*** Opening SUPPLIED ENTRIES ***

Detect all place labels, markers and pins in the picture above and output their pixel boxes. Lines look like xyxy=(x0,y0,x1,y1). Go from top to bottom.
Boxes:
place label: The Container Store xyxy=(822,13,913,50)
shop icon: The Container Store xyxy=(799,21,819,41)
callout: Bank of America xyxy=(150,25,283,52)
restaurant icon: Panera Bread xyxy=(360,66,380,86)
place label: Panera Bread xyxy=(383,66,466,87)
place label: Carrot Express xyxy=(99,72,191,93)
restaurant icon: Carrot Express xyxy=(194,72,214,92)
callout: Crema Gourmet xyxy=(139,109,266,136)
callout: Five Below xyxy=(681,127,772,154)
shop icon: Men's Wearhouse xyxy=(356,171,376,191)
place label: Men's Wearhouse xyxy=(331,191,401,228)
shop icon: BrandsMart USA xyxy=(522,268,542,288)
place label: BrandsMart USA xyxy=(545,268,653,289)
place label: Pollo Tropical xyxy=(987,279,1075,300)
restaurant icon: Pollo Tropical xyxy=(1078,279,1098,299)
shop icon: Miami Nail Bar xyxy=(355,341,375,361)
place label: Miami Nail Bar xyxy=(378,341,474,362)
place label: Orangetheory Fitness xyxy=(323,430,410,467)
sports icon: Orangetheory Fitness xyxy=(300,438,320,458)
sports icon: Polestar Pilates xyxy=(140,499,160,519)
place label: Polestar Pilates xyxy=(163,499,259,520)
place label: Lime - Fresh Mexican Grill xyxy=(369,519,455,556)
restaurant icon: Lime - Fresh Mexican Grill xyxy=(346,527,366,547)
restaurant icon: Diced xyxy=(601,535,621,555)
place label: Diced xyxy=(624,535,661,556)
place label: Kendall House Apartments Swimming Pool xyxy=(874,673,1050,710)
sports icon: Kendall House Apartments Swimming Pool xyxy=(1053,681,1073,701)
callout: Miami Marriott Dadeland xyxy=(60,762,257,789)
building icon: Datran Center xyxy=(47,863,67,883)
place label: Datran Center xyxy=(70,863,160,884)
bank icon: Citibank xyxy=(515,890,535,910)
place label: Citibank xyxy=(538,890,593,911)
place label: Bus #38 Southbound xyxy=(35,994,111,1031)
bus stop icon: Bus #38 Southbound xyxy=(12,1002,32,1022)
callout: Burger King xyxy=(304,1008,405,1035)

*** Closing SUPPLIED ENTRIES ***
*** Opening SUPPLIED ENTRIES ***

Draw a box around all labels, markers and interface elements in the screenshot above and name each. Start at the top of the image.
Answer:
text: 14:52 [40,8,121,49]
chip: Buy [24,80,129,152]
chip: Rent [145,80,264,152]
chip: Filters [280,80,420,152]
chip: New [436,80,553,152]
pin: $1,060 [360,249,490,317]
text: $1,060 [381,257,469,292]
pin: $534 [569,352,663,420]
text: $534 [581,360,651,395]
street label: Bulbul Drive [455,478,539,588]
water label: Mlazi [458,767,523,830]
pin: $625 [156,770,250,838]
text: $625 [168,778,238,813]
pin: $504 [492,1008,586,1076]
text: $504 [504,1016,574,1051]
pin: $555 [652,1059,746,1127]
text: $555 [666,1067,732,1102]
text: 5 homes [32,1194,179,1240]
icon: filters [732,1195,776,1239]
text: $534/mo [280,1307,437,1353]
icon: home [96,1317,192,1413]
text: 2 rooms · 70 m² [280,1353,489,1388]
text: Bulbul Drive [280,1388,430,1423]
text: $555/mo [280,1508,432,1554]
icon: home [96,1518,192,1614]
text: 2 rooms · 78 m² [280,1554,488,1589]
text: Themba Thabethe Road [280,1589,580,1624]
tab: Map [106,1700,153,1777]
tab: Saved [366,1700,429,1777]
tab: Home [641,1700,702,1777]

*** Closing SUPPLIED ENTRIES ***

Scan the records above for the word "Pilates" and return every line where it occurs.

sports icon: Polestar Pilates xyxy=(140,499,160,519)
place label: Polestar Pilates xyxy=(163,499,259,520)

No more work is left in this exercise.